Most Read from Bloomberg
The country’s main index, the CSI 300 index, rose more than 27% from its Sept. 13 trough, supported by several policy easing measures, while the Nasdaq Golden Dragon index of US-listed Chinese stocks rose more than 36%. That wiped out about $3.7 billion in year-to-date profits, and Left Shorts now has a $3.2 billion paper loss, according to Market Analytics.
“Before the recent rally short sellers profitably built up their positions in a falling market,” Ihor Dusaniwsky, managing director of predictive analytics at S3, said in the report.
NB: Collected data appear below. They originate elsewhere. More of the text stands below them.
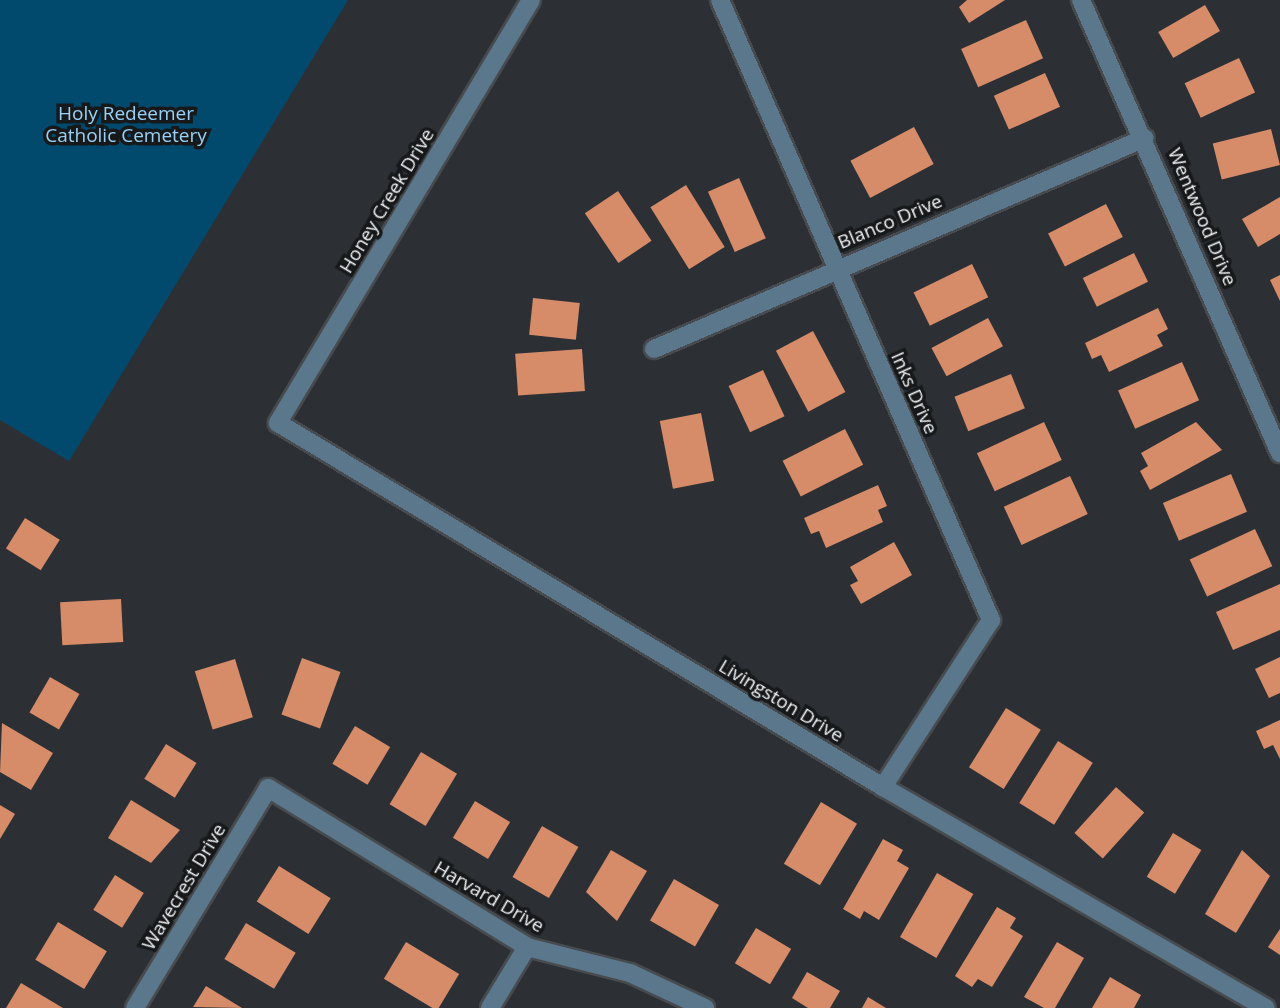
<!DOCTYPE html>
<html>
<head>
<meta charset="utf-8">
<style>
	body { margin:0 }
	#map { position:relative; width:1280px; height:1008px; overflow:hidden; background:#2c3034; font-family:"Open Sans",sans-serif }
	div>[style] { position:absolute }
	.green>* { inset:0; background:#014a6e }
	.building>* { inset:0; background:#d68b69; transform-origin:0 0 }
	.roads { filter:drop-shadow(2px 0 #474b4f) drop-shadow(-2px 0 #474b4f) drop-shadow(0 2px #474b4f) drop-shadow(0 -2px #474b4f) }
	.minor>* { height:18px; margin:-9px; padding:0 9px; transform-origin:9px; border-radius:9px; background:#5a778b }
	span { translate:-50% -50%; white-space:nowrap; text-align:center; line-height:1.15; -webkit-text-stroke:7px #16181a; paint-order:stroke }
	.park-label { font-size:19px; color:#98d1f7 }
	.street-label { font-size:19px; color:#eef1f3 }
</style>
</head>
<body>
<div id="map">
	<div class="green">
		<div style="clip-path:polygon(0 0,348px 0,69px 461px,0 420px)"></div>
	</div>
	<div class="building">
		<div style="clip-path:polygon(967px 0,1005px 0,969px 23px,959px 7px)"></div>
		<div style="left:1205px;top:5px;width:30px;height:54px;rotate:60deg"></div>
		<div style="left:1026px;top:20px;width:42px;height:71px;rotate:66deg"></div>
		<div style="left:1239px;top:58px;width:38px;height:60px;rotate:65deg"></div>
		<div style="left:1045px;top:73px;width:37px;height:56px;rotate:66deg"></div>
		<div style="left:914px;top:127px;width:42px;height:72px;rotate:62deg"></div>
		<div style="left:1271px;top:129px;width:37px;height:60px;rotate:76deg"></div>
		<div style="left:739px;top:178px;width:66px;height:34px;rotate:66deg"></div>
		<div style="left:686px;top:185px;width:73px;height:42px;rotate:58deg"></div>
		<div style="left:618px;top:191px;width:60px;height:40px;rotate:56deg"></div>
		<div style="clip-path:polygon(1280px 197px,1280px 234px,1258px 247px,1242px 219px)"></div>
		<div style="left:1106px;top:204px;width:37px;height:65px;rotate:63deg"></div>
		<div style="left:1134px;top:253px;width:32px;height:57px;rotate:64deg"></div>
		<div style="left:972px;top:264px;width:37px;height:65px;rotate:64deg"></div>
		<div style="clip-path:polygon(1280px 275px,1280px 301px,1270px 280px)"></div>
		<div style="left:533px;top:298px;width:47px;height:37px;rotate:6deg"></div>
		<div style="clip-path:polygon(1158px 308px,1168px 329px,1157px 335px,1163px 346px,1109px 372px,1101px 355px,1092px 359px,1085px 343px)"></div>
		<div style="left:988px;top:318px;width:32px;height:64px;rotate:62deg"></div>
		<div style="left:813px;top:331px;width:69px;height:42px;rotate:62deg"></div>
		<div style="left:582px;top:349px;width:42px;height:67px;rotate:86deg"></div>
		<div style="left:1182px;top:362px;width:42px;height:70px;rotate:66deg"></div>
		<div style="left:763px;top:370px;width:51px;height:38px;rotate:65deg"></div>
		<div style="left:1011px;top:374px;width:37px;height:61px;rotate:68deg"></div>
		<div style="left:701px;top:413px;width:69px;height:42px;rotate:79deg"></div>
		<div style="left:1044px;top:422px;width:42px;height:74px;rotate:65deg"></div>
		<div style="clip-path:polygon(1196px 422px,1222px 450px,1150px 490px,1140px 471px,1148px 466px,1141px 453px)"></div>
		<div style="left:845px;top:429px;width:40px;height:70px;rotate:63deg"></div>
		<div style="left:1231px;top:474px;width:41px;height:74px;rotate:67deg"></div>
		<div style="left:1070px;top:476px;width:42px;height:73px;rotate:65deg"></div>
		<div style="clip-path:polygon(878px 485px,887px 506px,878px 510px,883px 522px,826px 548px,819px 531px,811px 534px,804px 518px)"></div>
		<div style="left:25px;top:518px;width:41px;height:36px;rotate:32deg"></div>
		<div style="left:1255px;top:529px;width:41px;height:72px;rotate:65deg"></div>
		<div style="clip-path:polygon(894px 542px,912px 575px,861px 604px,850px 585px,858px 581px,850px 567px)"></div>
		<div style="clip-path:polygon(1280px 584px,1280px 630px,1233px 650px,1216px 612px)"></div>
		<div style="left:121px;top:599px;width:43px;height:61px;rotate:87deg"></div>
		<div style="clip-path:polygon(1280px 657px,1280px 693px,1269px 698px,1255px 669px)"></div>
		<div style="left:302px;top:658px;width:41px;height:60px;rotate:20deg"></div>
		<div style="left:235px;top:659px;width:61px;height:42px;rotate:73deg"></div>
		<div style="left:50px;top:677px;width:34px;height:41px;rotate:30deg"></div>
		<div style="left:1006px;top:708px;width:41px;height:70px;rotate:32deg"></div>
		<div style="clip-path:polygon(1280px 720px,1280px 759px,1273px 745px,1264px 749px,1256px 731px)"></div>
		<div style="clip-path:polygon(2px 723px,53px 753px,31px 790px,0 772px)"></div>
		<div style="left:355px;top:726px;width:41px;height:44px;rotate:31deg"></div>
		<div style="left:1058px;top:741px;width:41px;height:73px;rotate:32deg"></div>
		<div style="left:166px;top:744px;width:36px;height:41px;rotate:32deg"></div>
		<div style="left:421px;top:752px;width:42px;height:61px;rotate:31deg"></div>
		<div style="left:1116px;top:787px;width:38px;height:62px;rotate:42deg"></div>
		<div style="clip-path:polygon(131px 800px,180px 830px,151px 863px,108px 838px)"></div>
		<div style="left:475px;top:801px;width:41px;height:43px;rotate:31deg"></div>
		<div style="left:821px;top:802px;width:42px;height:72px;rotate:31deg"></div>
		<div style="clip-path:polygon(0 805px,15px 814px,0 839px)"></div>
		<div style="left:542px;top:826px;width:42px;height:59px;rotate:30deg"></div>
		<div style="left:1173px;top:833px;width:33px;height:51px;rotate:31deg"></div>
		<div style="clip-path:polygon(883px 839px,903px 850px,897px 861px,909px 868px,879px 920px,864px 911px,860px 919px,843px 909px)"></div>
		<div style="clip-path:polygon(611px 850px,647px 871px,617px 921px,586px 892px)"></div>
		<div style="clip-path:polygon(1242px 850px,1270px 876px,1236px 933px,1205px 914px)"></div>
		<div style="left:279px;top:866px;width:61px;height:42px;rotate:32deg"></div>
		<div style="left:937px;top:873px;width:42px;height:74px;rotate:30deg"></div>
		<div style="left:115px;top:875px;width:34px;height:41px;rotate:32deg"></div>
		<div style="left:674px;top:879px;width:52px;height:48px;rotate:30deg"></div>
		<div style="clip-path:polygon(997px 907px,1016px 918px,1010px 928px,1023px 936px,992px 987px,978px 979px,972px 987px,955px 976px)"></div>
		<div style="left:58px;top:922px;width:57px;height:44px;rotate:31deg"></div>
		<div style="left:246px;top:923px;width:58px;height:42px;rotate:31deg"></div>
		<div style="left:756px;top:928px;width:41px;height:41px;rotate:31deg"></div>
		<div style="clip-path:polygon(1280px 929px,1280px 955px,1268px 947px)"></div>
		<div style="left:406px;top:942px;width:62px;height:43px;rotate:31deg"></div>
		<div style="clip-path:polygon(1057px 942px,1084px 958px,1055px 1008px,1044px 1008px,1024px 997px)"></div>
		<div style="clip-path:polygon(807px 972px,840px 991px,830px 1008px,808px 1008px,792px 998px)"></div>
		<div style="clip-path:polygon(1110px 977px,1141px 995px,1134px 1008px,1092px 1008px)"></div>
		<div style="clip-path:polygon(21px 983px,63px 1008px,6px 1008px)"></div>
		<div style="clip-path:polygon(206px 986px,242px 1008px,193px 1007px)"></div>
		<div style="clip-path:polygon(868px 997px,886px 1008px,862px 1008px)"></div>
	</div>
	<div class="roads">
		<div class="minor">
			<div style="left:531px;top:0;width:493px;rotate:120.9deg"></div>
			<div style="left:278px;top:423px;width:706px;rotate:31.03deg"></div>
			<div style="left:883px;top:787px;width:442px;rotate:30deg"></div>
			<div style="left:720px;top:0;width:677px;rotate:66.39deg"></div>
			<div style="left:991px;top:620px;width:199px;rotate:122.9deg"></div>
			<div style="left:1081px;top:0;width:495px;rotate:66.3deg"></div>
			<div style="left:654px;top:349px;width:534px;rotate:-23.25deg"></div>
			<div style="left:135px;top:1008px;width:257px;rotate:-58.8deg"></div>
			<div style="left:268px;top:788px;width:304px;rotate:31.5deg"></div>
			<div style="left:527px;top:947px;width:106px;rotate:14.2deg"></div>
			<div style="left:630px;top:973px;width:83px;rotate:25deg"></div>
			<div style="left:490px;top:1008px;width:71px;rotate:-58.8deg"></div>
		</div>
	</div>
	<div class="park-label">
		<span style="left:126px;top:125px">Holy Redeemer<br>Catholic Cemetery</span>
	</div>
	<div class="street-label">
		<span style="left:387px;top:201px;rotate:-59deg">Honey Creek Drive</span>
		<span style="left:1202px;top:217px;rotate:67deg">Wentwood Drive</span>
		<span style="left:890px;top:222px;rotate:-23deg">Blanco Drive</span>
		<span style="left:914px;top:393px;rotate:66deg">Inks Drive</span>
		<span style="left:781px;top:701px;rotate:31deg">Livingston Drive</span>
		<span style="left:184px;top:887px;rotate:-59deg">Wavecrest Drive</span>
		<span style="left:489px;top:897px;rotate:30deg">Harvard Drive</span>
	</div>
</div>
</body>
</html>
However, since the recovery, short selling has declined in the group, he added.
Shorting Chinese stocks was a popular strategy before Beijing surprised the market with its stimulus plans, with many market watchers underestimating the sector and some labeling the country “uninvestable”. Last month, 19% of respondents to a Bank of America Corp. global fund manager survey said shorting Chinese stocks was the most crowded trade, second only to the so-called Magnificent Seven technology stocks.
Alibaba Group Holding Ltd. and JD.com Inc. were the most painful trades for short sellers, S3 data show. On the other hand, Nio Inc., Li Auto Inc., XPeng Inc. and PDD Holdings Inc. Traders who bet against are still in the black.
Even with the recent rally in US-listed Chinese stocks, short sellers are still in no rush to cover their positions, the data shows. Still, if the market continues to advance, S3 expects share prices to rise further “in the field of significant short covering.”
“Baba’s stock price could see a huge impact if the short-selling volume of the stock has increased during this rally,” Dusaniewski said. “Short selling doesn’t offset the long buying pressure on the stock, and long buying along with sideways buy-covers can push the track higher if its price moves.”